June 18, 2024
What does success mean for you? One of the great things about owning or starting your own business is that you determine your business goals and how you want to achieve them. Often agricultural businesses have goals beyond profitability, but if you're not at least breaking even, your business is not going to be sustainable over the long term. So, what are the business basics that help you remain profitable so you stay on track toward achieving your business goals?
1. Build your network. There are three basic areas of business skills — production, marketing and financial. It’s rare for someone to excel in all three of these areas, so as you get started, it’s important to assess your skills, recognize blind spots and partner or hire where you’re lacking.
2. Record keeping and financial management are essential. Good records allow you to manage your business, create budgets and compare performance to projections.
3. Review financials regularly. There are three main financial statements: balance sheet, income statement and cash flow statement. These should be reviewed regularly as they provide snapshots of the business's financial health, profitability over time, and actual cash position.
4. Cash flow budgeting is critical. Cash flow budgeting allows you to foresee potential lean periods and ensure adequate funds to cover expenses month-to-month. Many farms have seasonal cash flow that can lead to problems if not budgeted accordingly. Read strategies for managing liquidity from this previous blog article.

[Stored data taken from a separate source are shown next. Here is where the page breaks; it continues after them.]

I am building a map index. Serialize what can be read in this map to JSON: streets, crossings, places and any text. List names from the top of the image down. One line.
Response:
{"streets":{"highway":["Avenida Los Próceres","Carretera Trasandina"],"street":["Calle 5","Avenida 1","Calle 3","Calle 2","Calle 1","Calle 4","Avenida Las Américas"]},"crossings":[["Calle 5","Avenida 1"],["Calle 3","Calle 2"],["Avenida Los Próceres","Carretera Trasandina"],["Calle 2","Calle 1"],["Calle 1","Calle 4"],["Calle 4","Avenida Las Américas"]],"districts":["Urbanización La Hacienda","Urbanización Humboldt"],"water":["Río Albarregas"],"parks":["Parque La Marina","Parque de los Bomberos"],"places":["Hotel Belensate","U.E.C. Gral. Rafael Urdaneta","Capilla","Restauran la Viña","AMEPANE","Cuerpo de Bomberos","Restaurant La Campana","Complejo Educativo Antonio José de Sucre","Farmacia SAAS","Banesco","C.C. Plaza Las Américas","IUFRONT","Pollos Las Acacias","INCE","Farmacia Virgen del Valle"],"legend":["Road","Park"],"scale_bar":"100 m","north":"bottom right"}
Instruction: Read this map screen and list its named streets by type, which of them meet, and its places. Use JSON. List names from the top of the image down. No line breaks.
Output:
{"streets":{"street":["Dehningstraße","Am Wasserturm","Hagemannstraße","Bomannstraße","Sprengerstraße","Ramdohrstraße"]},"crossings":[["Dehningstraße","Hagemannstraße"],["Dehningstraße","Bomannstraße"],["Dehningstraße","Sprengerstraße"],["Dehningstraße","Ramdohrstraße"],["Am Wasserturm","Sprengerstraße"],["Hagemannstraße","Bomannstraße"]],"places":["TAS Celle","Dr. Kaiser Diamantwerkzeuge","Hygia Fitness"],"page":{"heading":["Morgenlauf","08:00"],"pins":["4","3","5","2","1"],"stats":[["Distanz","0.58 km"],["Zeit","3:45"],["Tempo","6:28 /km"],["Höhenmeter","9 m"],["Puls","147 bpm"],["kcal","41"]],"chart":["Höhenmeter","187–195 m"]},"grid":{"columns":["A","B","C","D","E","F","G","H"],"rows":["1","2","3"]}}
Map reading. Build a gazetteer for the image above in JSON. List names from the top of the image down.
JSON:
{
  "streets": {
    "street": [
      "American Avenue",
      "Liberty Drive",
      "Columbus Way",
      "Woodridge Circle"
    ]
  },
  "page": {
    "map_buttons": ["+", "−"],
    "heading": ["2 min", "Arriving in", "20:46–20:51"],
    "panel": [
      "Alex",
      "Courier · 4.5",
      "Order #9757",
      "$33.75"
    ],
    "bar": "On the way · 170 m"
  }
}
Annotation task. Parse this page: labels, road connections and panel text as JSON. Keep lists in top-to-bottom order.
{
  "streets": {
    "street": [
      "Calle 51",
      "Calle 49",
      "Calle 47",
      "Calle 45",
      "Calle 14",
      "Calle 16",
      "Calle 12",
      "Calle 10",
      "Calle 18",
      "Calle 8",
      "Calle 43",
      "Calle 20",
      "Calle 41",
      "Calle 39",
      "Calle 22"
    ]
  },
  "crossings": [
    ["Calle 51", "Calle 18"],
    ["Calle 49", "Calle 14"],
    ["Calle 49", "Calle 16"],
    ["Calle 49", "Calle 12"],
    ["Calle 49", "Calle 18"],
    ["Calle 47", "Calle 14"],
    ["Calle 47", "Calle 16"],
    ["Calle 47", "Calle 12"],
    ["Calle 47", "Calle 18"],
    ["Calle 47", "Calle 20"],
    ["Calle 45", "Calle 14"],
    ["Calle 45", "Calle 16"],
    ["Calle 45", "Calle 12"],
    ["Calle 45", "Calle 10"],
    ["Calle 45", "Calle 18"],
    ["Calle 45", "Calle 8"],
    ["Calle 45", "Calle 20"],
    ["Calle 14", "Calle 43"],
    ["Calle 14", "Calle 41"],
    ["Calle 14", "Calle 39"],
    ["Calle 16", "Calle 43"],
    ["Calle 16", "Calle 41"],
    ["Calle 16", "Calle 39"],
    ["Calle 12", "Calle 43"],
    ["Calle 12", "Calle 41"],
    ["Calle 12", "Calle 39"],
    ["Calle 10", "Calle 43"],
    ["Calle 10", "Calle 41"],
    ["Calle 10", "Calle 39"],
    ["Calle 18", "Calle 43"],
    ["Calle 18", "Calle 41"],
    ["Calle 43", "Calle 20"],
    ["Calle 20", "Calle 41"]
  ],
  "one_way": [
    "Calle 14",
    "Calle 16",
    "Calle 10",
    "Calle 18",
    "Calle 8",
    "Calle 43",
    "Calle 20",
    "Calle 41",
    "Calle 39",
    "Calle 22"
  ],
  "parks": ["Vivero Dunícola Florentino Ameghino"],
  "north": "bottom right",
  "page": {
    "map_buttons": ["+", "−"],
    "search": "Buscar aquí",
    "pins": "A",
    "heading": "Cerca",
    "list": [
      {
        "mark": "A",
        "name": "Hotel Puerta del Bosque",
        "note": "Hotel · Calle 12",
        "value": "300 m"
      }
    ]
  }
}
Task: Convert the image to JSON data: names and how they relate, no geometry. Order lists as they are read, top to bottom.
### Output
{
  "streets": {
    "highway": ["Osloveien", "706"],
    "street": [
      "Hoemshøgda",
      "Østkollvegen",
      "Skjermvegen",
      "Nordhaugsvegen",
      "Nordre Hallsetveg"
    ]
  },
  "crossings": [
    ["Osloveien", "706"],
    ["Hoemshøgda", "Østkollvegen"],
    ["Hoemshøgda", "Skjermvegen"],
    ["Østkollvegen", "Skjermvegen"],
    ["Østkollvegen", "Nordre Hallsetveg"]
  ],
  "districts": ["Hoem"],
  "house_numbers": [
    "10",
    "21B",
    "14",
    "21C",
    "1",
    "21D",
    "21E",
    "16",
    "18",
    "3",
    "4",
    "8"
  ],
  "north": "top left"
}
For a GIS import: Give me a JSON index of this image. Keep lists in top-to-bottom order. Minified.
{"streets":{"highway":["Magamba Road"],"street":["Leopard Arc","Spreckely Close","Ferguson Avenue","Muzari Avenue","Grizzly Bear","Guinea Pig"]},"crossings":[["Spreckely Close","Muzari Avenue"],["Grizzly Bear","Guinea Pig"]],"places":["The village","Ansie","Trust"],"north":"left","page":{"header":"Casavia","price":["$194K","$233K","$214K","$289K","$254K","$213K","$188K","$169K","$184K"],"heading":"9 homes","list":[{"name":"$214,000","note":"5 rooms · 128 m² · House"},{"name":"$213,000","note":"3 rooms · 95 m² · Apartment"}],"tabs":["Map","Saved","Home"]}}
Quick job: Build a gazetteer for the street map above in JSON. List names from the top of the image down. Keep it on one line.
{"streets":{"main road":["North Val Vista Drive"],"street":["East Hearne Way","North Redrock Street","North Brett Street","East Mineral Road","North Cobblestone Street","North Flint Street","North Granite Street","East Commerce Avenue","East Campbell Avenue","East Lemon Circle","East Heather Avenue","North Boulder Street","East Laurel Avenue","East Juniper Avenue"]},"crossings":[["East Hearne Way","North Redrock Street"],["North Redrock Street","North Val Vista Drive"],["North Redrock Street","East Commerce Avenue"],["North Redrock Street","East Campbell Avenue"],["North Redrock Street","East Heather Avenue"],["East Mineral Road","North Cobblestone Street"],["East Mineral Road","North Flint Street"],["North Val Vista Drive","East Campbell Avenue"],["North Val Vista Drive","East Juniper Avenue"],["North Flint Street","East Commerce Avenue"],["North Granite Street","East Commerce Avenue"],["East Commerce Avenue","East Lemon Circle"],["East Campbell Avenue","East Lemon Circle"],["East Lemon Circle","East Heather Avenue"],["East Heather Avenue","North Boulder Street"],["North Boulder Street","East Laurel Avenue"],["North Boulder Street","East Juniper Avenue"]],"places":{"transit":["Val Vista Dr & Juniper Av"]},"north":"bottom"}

5. Gross margin must cover overhead/fixed costs to be profitable. Gross margin is revenue minus variable costs. To manage gross margin, a producer should carefully manage costs like labor, inventory, shrink and marketing. They should analyze pricing to improve margins. And align production with demand to limit waste.
6. Set realistic expectations. When starting out, it’s easy to dream big. But sometimes those big dreams may not be attainable right away. Use business planning tools and advisory services to set realistic goals and evaluate and adjust your strategies to achieve those goals along the way.
7. Engage in continual learning. Education and training can help build confidence in areas you may not be as knowledgeable. For example, Farm Credit East offers GenerationNext seminars to help the next generation of managers advance their management skills and business knowledge. Additionally, growing practices and technology are constantly evolving, so staying up to date is imperative. Most industry trade groups, farm bureaus and local extensions offer conferences, trainings and workshops for continual learning.
8. Explore financing options. Equity financing, like personal investment, is usually needed to start a business. Off-farm income can help early stage borrowing. Debt financing from lenders supports ongoing operations and growth. Lenders like Farm Credit, FSA, and state programs for beginning farmers evaluate the 5 Cs of credit – character, capacity, capital, collateral and conditions — when making financing decisions.
Farm Credit East also offers FarmStart investments. FarmStart is a unique financing program that aims to bridge the gap for beginning farmers to obtain some operating funds as they start their new agricultural enterprise. The program invests up to $75,000 in new and beginning agricultural enterprises that show promise of success. FarmStart recipients have five years to repay the investment or roll it into conventional financing. Learn more about FarmStart.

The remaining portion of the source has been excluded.